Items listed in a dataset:
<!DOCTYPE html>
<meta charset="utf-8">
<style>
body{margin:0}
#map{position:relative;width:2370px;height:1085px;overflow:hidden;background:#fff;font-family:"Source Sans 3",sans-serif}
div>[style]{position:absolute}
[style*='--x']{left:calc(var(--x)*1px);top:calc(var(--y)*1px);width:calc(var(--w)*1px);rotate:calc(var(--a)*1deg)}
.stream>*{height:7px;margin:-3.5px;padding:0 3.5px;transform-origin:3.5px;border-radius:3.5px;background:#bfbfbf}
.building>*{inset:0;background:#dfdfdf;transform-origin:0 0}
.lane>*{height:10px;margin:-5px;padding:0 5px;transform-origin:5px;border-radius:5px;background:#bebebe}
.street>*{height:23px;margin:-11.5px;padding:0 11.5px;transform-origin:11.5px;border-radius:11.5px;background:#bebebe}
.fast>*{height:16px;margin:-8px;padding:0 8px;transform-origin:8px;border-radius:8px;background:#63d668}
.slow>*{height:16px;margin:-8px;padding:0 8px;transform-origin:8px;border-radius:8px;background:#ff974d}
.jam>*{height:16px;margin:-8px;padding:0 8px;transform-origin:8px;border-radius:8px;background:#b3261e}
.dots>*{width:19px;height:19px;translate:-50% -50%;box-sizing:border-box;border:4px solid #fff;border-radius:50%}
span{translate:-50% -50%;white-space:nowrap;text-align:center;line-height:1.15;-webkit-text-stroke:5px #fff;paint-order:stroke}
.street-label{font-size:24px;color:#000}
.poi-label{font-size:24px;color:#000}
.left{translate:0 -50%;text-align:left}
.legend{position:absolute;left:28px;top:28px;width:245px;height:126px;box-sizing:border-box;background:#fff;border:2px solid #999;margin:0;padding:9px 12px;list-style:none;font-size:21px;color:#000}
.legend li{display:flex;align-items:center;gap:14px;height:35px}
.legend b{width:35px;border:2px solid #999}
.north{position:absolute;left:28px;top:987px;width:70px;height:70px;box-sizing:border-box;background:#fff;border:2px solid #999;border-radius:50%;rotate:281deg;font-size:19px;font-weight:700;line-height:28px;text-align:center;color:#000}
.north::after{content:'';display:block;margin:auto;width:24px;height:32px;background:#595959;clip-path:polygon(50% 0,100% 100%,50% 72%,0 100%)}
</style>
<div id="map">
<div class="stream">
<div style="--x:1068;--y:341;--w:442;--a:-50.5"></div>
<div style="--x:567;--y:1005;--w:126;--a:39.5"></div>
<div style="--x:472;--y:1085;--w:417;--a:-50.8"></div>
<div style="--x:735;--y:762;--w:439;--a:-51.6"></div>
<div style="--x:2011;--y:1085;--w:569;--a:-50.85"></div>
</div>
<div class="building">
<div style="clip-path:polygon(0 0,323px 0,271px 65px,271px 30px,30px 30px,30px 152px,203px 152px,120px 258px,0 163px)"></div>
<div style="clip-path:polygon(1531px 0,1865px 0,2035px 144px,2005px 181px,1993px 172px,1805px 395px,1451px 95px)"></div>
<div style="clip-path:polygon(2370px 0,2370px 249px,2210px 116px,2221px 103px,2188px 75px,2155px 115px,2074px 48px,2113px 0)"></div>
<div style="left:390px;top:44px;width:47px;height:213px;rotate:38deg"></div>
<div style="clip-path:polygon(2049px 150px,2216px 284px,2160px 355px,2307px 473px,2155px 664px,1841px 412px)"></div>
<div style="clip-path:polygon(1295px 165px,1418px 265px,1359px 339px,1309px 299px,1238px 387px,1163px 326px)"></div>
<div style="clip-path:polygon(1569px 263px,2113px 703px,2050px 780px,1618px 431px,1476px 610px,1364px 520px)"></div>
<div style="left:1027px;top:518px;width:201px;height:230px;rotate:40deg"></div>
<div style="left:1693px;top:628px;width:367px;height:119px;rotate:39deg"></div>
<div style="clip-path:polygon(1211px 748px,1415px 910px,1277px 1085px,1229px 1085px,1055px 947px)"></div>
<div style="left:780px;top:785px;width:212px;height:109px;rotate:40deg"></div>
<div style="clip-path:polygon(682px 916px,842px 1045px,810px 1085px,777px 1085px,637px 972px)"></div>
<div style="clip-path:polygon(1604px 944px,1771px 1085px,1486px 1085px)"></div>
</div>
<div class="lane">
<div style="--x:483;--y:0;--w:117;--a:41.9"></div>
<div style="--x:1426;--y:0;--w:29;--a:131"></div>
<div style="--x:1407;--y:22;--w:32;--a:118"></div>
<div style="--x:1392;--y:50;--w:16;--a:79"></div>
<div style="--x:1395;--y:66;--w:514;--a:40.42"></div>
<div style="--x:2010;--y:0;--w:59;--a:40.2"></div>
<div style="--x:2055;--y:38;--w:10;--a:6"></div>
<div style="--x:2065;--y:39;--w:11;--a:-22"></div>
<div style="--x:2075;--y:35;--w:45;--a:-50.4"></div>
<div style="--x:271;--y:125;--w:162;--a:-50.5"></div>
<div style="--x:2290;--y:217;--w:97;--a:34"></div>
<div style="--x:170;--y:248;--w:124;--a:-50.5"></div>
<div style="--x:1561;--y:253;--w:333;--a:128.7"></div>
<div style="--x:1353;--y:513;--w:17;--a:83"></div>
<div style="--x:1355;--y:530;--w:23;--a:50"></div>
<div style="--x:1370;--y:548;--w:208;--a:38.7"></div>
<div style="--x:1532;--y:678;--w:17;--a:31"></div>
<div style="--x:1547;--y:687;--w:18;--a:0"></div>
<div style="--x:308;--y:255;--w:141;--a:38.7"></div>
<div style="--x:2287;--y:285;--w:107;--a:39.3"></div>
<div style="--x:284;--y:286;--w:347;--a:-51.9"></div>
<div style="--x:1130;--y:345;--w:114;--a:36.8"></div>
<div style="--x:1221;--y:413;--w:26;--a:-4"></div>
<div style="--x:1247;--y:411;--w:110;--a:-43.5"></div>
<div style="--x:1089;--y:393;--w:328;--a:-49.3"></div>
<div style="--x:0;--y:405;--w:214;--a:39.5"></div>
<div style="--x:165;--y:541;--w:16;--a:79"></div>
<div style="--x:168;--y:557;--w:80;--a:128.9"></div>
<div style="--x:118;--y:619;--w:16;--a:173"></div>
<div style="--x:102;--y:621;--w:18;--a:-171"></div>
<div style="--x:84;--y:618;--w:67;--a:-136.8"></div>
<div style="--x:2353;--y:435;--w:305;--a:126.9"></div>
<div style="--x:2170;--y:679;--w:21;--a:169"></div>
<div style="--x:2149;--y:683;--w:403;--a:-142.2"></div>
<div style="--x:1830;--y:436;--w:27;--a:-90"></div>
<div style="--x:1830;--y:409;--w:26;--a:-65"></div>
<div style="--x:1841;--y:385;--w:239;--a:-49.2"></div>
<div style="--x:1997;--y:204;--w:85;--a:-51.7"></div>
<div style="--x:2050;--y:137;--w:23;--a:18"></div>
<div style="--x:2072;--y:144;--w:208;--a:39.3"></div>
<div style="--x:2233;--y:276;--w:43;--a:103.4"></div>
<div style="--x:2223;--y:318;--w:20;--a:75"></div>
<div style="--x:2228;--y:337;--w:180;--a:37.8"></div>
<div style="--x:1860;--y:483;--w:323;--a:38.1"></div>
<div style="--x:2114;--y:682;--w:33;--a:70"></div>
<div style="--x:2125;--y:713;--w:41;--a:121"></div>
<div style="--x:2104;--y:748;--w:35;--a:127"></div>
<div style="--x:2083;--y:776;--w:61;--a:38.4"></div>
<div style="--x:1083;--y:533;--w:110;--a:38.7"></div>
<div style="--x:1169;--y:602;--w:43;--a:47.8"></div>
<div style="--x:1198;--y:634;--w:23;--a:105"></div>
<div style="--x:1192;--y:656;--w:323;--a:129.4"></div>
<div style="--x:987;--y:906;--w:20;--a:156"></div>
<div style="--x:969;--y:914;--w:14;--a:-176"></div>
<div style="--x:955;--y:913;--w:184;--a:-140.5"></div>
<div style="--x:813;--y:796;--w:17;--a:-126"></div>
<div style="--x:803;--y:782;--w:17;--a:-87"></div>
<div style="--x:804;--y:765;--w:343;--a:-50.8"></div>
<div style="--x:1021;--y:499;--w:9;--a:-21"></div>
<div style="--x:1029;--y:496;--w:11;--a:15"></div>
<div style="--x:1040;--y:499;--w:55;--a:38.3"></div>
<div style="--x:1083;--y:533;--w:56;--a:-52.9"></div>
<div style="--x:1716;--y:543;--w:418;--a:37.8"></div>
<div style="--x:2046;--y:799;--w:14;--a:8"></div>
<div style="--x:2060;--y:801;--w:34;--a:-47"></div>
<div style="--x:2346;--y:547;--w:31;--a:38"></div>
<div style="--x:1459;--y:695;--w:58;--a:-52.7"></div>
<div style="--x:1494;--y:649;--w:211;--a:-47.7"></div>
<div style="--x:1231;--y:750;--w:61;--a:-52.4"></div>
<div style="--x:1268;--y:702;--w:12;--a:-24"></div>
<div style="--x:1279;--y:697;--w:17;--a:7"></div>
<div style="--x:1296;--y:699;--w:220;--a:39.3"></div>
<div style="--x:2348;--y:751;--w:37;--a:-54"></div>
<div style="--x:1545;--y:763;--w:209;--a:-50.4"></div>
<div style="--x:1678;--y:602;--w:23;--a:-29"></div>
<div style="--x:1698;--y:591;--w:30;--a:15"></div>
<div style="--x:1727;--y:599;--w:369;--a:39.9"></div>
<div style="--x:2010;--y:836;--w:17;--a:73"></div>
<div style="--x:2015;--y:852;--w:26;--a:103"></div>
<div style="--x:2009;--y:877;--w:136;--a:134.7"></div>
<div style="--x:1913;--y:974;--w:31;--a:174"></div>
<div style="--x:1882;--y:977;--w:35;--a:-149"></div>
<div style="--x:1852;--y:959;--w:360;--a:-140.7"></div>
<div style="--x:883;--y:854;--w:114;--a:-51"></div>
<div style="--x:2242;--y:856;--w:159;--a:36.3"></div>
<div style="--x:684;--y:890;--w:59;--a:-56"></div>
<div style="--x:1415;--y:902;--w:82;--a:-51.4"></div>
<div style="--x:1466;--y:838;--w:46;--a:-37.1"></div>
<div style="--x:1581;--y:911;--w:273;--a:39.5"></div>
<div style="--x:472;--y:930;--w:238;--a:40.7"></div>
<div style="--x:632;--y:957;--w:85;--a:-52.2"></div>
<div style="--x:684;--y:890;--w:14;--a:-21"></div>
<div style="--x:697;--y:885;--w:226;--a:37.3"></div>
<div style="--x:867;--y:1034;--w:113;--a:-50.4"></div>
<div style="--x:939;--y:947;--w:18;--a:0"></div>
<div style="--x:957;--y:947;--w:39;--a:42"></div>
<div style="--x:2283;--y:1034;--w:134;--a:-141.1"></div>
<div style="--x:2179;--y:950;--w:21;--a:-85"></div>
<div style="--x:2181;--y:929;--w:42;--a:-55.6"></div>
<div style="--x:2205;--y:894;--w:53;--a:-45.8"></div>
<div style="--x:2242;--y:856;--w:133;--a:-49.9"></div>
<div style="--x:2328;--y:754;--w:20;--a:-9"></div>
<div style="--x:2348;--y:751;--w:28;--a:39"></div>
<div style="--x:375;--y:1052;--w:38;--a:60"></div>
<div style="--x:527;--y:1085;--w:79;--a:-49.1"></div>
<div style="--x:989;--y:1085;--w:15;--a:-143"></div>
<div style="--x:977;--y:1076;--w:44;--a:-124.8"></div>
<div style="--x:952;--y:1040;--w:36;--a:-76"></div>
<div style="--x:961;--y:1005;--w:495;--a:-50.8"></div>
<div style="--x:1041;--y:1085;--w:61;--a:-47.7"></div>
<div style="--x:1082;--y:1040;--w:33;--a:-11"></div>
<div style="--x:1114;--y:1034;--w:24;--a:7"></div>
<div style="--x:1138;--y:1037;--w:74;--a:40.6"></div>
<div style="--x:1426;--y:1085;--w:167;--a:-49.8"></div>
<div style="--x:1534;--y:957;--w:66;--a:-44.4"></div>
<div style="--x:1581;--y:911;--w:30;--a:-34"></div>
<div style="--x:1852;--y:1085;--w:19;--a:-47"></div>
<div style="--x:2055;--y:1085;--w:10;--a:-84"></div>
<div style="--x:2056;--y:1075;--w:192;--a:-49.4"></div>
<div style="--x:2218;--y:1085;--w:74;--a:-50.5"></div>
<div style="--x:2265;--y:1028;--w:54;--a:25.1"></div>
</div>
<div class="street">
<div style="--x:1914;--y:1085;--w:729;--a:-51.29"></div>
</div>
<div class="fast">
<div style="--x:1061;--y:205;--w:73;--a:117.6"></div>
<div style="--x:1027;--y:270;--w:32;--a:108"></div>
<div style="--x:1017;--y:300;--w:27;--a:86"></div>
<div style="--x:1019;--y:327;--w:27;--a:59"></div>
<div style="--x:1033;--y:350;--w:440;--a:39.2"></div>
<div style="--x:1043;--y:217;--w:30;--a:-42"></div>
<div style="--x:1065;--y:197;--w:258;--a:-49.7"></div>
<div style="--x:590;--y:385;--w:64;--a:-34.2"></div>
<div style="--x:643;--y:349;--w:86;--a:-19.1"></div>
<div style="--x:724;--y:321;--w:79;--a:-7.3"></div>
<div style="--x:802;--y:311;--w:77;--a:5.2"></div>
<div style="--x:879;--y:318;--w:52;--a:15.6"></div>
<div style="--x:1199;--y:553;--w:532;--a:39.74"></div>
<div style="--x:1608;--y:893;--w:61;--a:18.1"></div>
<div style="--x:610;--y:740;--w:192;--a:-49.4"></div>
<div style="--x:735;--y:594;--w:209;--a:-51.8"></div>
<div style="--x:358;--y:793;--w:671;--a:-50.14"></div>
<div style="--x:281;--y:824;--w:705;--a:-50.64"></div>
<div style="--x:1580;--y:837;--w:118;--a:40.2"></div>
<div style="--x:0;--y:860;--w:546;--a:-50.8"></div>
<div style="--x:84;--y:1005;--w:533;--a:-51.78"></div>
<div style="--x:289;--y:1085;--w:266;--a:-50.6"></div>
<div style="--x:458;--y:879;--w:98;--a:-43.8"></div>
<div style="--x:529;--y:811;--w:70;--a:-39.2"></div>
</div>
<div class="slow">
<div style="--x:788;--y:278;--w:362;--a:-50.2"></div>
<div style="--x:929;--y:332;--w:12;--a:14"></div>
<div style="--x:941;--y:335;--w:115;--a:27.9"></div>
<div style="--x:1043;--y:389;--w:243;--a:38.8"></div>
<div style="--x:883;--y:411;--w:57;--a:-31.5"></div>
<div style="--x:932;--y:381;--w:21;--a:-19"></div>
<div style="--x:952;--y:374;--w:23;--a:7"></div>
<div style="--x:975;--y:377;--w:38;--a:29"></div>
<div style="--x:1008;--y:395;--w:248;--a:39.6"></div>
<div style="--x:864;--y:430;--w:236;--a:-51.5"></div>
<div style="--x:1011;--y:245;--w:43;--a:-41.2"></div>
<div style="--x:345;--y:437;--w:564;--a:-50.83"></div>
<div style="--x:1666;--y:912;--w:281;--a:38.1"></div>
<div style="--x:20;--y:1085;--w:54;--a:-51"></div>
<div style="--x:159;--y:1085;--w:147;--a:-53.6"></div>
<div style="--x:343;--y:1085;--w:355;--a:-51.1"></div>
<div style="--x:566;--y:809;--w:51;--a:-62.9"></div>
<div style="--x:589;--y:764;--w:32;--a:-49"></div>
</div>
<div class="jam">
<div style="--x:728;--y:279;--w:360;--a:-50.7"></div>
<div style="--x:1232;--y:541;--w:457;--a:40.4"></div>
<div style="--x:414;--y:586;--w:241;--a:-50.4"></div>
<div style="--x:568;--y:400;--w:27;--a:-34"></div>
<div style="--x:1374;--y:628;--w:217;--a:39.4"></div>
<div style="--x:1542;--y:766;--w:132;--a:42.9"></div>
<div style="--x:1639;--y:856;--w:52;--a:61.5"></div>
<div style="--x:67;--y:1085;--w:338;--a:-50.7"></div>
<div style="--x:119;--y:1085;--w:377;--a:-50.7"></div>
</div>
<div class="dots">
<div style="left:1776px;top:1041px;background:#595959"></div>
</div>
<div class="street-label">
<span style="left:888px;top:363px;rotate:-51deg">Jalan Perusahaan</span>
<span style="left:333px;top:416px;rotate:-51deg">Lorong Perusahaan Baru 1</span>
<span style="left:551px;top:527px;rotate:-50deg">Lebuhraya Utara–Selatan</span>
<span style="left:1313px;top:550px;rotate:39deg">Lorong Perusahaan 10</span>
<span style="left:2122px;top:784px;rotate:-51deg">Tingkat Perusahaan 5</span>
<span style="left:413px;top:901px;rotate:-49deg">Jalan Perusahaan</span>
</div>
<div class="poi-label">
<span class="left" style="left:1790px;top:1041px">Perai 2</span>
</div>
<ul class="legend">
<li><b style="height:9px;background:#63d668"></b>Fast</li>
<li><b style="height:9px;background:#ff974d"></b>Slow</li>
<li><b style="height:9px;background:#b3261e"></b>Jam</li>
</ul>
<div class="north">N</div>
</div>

■ Task instructions ■
Wherever a line in the entries above holds "bebebe", copy that line.

■ Answer to this problem ■
.lane>*{height:10px;margin:-5px;padding:0 5px;transform-origin:5px;border-radius:5px;background:#bebebe}
.street>*{height:23px;margin:-11.5px;padding:0 11.5px;transform-origin:11.5px;border-radius:11.5px;background:#bebebe}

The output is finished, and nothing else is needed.